In doing so, this Court adopts the approach to entitlement articulated by County Court Judge Elizabeth G. Rice of the 13th Judicial Circuit Court in Francisco Gomez M.D., P.A. a/a/o Brandy Williams v. Progressive Express Insurance Company13 Fla. L. Weekly Supp. 98a:

“This Court likewise embraces a bright line rule for entitlement and rules that a party’s acquiescence or concession to a party’s entitlement to attorney’s fees must be clear and unequivocal from the record.”

See also, Physical Medical Center, a/a/o Garcia v. Progressive Insurance Co., 12 Fla. L. Weekly Supp. 1182a); and Francisco Gomez M.D., P.A. a/a/o Zoe Andrusyshyn v. Progressive Express Insurance Company13 Fla. L. Weekly Supp. 621a.

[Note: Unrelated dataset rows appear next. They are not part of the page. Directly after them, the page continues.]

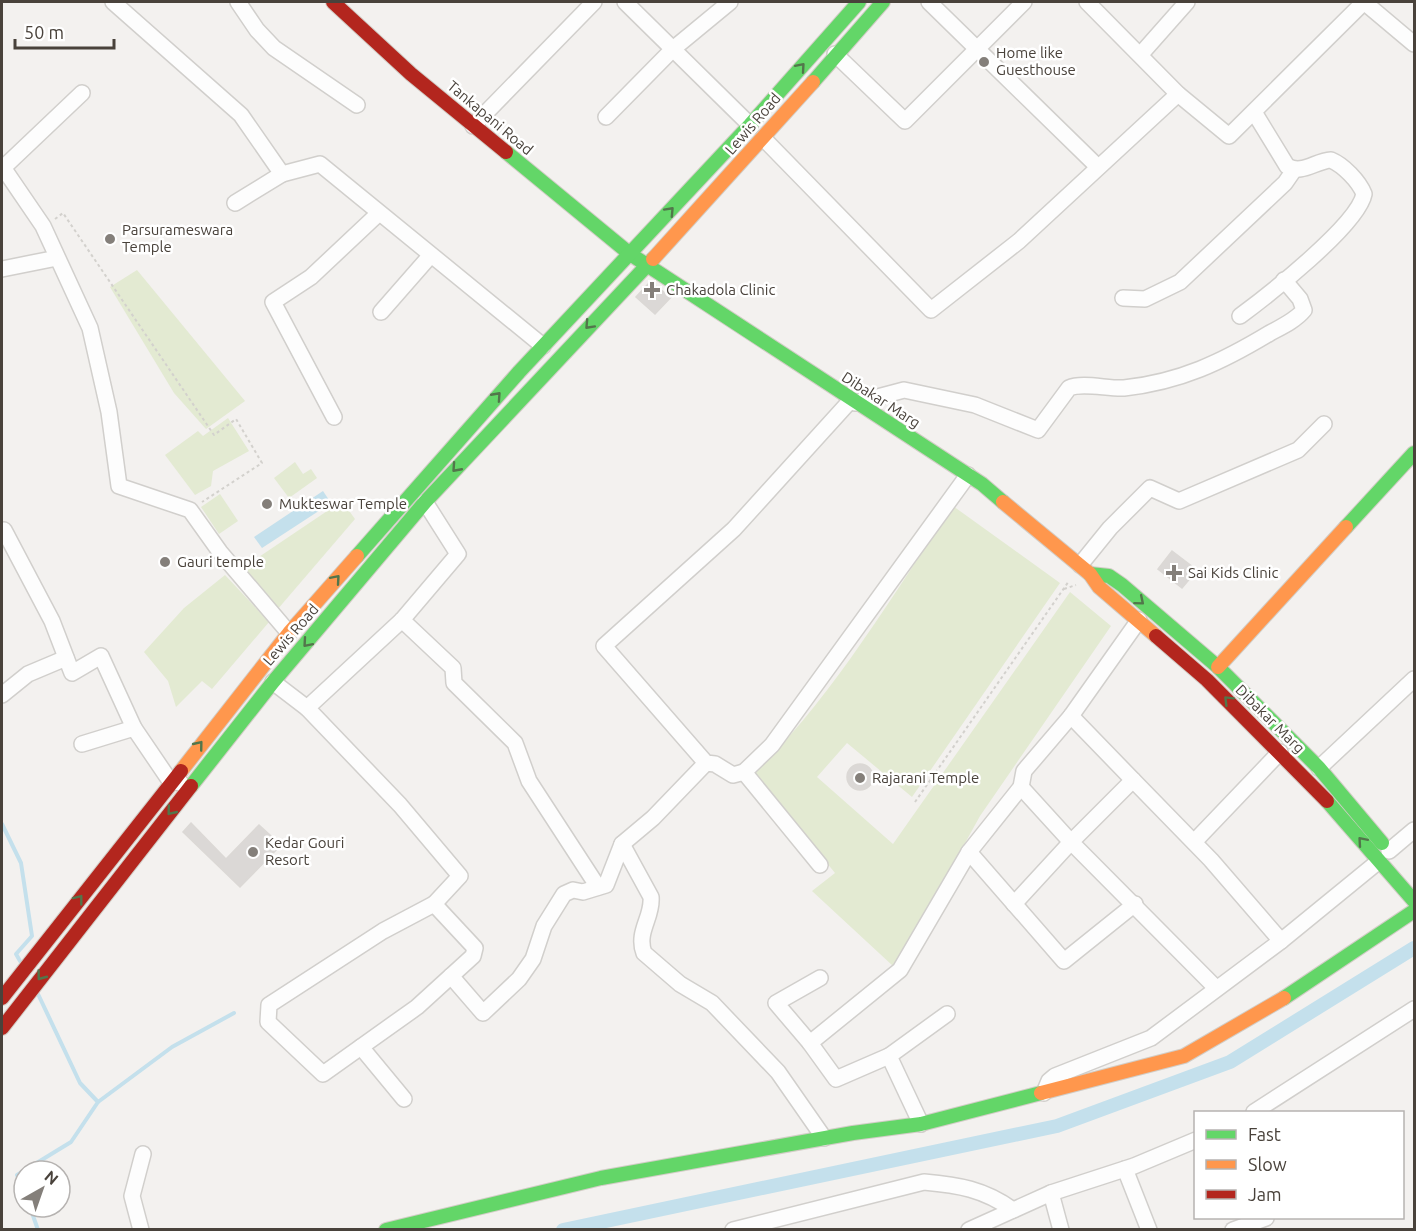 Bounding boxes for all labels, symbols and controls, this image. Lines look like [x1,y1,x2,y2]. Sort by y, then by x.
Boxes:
scale bar [15,12,114,50]
text: 50 m [24,22,64,42]
place label: Home like Guesthouse [996,44,1076,78]
marker: Home like Guesthouse [977,55,991,69]
one-way arrow [793,63,804,74]
street label: Tankapani Road [444,77,536,158]
street label: Lewis Road [721,90,784,158]
one-way arrow [663,208,674,218]
place label: Parsurameswara Temple [122,221,233,255]
marker: Parsurameswara Temple [103,232,117,246]
marker: Chakadola Clinic [643,281,661,299]
place label: Chakadola Clinic [666,281,775,298]
one-way arrow [585,319,596,329]
street label: Dibakar Marg [839,368,924,431]
one-way arrow [490,393,501,403]
one-way arrow [452,461,463,472]
place label: Mukteswar Temple [279,495,407,512]
marker: Mukteswar Temple [260,497,274,511]
place label: Gauri temple [177,553,264,570]
marker: Gauri temple [158,555,172,569]
marker: Sai Kids Clinic [1165,564,1183,582]
place label: Sai Kids Clinic [1188,564,1278,581]
one-way arrow [329,575,340,586]
one-way arrow [1133,593,1144,604]
street label: Lewis Road [259,601,322,669]
one-way arrow [303,637,314,647]
street label: Dibakar Marg [1232,681,1308,757]
one-way arrow [1224,697,1235,708]
one-way arrow [191,741,202,752]
place label: Rajarani Temple [872,769,979,786]
marker: Rajarani Temple [853,771,867,785]
one-way arrow [167,804,178,815]
place label: Kedar Gouri Resort [265,834,344,868]
one-way arrow [1358,837,1369,848]
marker: Kedar Gouri Resort [246,845,260,859]
one-way arrow [72,895,83,906]
one-way arrow [38,970,49,981]
legend [1194,1111,1404,1219]
text: Fast [1248,1124,1281,1144]
text: Slow [1248,1154,1287,1174]
north arrow [12,1159,72,1219]
text: N [41,1167,62,1188]
text: Jam [1248,1184,1282,1204]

This bright line approach helps to eliminate senseless conflict on the issue of when a party is litigating entitlement to attorney’s fee as opposed to litigating the amount of attorney’s fees. Requiring Defendants to clearly and unequivocally concede entitlement eliminates guesswork and may help to streamline the attorney fee recovery process.

Once the Defendant’s adjuster, Ms. Capin settled the underlying claim for benefits and interest, she commenced settlement negotiations to resolve the issue of attorney’s fees and costs. While the Defendant may have genuinely intended its actions to reflect a stipulation as to Plaintiff’s entitlement to fees and costs, its failure to clearly communicate this intention left Plaintiff guessing. Rather than speculating about what Defendant might have intended to do, this Court must base its ruling on record evidence. The record before the Court does not support a clear and unequivocal stipulation to entitlement.

IT IS HEREBY ORDERED AND ADJUDGED that:

1. Plaintiff established its entitlement to fees and costs at the time of the hearing before the Court on November 11, 2014.

2. The Court reserves jurisdiction to determine the amount of attorney’s fees and costs Plaintiff is entitled to recover from the Defendant in this matter. If the parties are unable to resolve this matter, they may set it for a fee hearing.

3. The parties may agree to have their fee experts testify by affidavit in lieu of live testimony at the fee hearing. The affidavits shall be filed with the Court no later than thirty (30) days prior to the hearing.